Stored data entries
====================

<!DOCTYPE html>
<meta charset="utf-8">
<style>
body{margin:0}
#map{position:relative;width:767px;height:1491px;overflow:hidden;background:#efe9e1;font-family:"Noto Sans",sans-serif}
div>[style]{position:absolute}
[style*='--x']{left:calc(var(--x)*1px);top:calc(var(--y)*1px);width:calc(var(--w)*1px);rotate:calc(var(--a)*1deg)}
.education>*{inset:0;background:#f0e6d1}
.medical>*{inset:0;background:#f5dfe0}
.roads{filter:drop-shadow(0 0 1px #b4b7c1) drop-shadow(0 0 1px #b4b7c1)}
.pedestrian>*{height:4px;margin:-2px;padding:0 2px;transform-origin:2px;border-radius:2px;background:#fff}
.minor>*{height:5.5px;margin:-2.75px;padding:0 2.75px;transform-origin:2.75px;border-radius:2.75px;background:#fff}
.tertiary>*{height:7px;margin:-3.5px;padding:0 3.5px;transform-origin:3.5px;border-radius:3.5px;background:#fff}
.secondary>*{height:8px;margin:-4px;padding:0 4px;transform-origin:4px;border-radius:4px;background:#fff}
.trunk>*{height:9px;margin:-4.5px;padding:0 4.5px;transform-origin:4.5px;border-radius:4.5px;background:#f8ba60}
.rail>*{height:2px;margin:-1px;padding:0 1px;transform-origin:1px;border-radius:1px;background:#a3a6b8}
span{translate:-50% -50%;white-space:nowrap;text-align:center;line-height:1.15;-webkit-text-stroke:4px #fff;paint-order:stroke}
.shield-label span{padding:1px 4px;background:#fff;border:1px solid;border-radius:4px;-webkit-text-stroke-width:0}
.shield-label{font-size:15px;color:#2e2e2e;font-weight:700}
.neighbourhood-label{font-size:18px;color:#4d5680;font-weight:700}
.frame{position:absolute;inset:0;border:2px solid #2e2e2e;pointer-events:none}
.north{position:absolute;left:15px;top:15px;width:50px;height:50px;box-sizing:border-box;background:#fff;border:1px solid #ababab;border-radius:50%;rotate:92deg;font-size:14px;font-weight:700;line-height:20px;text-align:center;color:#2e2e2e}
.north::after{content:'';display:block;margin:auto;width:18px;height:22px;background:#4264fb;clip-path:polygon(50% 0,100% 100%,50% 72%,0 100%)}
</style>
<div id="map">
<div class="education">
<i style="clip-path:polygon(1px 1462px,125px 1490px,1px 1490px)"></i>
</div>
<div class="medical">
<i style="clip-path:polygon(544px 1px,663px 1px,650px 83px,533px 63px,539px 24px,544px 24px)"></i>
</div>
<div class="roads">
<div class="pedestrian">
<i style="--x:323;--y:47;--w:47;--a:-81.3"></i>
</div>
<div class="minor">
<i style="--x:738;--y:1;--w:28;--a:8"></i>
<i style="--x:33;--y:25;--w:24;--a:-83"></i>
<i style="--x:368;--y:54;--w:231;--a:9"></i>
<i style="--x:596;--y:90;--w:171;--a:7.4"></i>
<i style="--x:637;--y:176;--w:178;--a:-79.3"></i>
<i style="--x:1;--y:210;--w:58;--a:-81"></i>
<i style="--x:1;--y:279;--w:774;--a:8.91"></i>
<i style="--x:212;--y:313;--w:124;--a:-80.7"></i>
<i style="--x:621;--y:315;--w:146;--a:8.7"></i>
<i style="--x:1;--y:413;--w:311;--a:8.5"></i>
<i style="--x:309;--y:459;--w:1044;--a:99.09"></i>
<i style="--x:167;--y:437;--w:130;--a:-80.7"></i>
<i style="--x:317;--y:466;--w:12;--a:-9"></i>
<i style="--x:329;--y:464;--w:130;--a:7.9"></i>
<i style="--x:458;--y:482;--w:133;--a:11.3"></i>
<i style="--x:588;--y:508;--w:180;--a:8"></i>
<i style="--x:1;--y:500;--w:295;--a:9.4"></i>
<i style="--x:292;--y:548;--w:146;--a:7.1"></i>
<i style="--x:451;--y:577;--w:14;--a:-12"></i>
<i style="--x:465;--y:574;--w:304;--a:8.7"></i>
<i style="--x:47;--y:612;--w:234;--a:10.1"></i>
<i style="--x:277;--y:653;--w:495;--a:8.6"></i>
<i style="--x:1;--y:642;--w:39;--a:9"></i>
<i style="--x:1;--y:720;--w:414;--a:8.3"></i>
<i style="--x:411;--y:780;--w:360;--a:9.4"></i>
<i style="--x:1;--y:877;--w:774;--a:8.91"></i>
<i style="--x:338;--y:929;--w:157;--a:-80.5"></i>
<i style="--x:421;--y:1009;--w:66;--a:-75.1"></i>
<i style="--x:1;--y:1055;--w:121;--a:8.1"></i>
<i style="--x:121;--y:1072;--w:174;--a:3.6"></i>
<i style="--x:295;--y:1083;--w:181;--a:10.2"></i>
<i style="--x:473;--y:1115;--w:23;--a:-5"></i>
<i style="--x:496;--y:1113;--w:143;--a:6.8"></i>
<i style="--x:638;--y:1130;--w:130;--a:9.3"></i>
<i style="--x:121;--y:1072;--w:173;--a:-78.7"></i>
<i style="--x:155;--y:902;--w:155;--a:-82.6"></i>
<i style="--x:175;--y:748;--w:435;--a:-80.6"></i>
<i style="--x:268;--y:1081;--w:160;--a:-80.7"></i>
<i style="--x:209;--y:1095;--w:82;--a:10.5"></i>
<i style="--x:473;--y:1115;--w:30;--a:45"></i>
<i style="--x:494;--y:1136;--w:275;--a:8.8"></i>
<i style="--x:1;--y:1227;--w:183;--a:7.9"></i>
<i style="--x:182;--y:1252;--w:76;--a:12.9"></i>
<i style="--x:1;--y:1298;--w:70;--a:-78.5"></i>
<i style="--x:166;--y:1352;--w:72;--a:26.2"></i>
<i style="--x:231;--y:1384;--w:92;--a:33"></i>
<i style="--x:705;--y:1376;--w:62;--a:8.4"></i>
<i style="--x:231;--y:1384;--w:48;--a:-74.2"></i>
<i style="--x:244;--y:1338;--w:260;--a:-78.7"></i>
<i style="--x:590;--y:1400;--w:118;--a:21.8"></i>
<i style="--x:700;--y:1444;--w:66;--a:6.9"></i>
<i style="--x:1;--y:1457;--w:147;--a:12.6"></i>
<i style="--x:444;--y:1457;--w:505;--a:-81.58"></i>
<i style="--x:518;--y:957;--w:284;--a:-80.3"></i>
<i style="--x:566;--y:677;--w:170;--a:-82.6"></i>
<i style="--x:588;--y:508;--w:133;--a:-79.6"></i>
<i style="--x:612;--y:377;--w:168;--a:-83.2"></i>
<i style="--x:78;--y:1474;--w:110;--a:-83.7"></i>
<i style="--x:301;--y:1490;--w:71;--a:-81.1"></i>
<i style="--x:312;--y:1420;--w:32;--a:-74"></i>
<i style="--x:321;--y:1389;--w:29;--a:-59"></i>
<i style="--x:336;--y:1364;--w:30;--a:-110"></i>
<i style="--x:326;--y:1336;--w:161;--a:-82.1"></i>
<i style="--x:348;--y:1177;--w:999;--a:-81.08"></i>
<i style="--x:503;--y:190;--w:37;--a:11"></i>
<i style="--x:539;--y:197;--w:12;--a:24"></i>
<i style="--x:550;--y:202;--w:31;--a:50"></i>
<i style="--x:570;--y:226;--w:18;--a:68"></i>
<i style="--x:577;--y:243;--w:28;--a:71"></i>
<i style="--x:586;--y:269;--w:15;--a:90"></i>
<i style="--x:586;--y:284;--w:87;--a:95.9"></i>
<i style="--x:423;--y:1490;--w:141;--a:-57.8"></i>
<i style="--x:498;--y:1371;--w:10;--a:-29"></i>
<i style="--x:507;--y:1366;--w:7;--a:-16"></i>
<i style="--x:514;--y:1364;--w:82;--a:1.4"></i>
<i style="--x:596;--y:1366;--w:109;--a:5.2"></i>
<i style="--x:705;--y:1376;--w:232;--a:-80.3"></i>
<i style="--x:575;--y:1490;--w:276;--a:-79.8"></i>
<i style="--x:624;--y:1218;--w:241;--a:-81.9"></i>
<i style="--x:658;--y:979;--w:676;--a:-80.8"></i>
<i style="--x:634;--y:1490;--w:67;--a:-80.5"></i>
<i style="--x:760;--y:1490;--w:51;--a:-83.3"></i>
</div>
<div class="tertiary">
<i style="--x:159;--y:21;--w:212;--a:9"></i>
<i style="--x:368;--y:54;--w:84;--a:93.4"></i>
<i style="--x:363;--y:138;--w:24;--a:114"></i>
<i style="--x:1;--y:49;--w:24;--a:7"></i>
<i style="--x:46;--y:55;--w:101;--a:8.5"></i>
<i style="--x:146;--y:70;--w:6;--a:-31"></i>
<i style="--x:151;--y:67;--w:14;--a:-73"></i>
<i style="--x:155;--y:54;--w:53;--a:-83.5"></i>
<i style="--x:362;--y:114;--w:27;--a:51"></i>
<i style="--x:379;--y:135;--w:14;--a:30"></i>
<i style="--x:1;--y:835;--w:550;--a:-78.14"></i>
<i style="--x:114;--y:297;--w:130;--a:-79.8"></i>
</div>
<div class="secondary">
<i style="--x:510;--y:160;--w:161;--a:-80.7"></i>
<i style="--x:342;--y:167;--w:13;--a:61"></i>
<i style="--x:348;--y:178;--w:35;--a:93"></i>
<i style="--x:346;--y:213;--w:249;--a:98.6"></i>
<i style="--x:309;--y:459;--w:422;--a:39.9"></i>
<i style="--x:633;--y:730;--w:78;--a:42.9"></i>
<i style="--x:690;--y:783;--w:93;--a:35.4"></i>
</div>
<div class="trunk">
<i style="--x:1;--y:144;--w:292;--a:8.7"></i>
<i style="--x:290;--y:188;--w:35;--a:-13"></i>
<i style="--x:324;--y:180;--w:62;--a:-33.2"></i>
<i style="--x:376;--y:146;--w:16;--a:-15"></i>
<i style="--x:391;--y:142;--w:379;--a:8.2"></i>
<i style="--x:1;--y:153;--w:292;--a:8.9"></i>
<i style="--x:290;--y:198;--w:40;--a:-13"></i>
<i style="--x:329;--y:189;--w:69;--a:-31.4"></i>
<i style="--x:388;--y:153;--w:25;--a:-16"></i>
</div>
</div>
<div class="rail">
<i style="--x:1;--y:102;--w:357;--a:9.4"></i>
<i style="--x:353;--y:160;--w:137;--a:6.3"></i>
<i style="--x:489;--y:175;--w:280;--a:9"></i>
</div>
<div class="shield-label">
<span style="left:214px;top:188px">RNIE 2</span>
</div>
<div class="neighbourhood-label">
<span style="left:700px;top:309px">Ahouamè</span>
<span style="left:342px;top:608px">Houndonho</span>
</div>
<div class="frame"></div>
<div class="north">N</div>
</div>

====================

Keep to the lines above, from the first one through the line where "1px #b4b7c1) drop-shadow(0" appears, and copy them exactly.

<!DOCTYPE html>
<meta charset="utf-8">
<style>
body{margin:0}
#map{position:relative;width:767px;height:1491px;overflow:hidden;background:#efe9e1;font-family:"Noto Sans",sans-serif}
div>[style]{position:absolute}
[style*='--x']{left:calc(var(--x)*1px);top:calc(var(--y)*1px);width:calc(var(--w)*1px);rotate:calc(var(--a)*1deg)}
.education>*{inset:0;background:#f0e6d1}
.medical>*{inset:0;background:#f5dfe0}
.roads{filter:drop-shadow(0 0 1px #b4b7c1) drop-shadow(0 0 1px #b4b7c1)}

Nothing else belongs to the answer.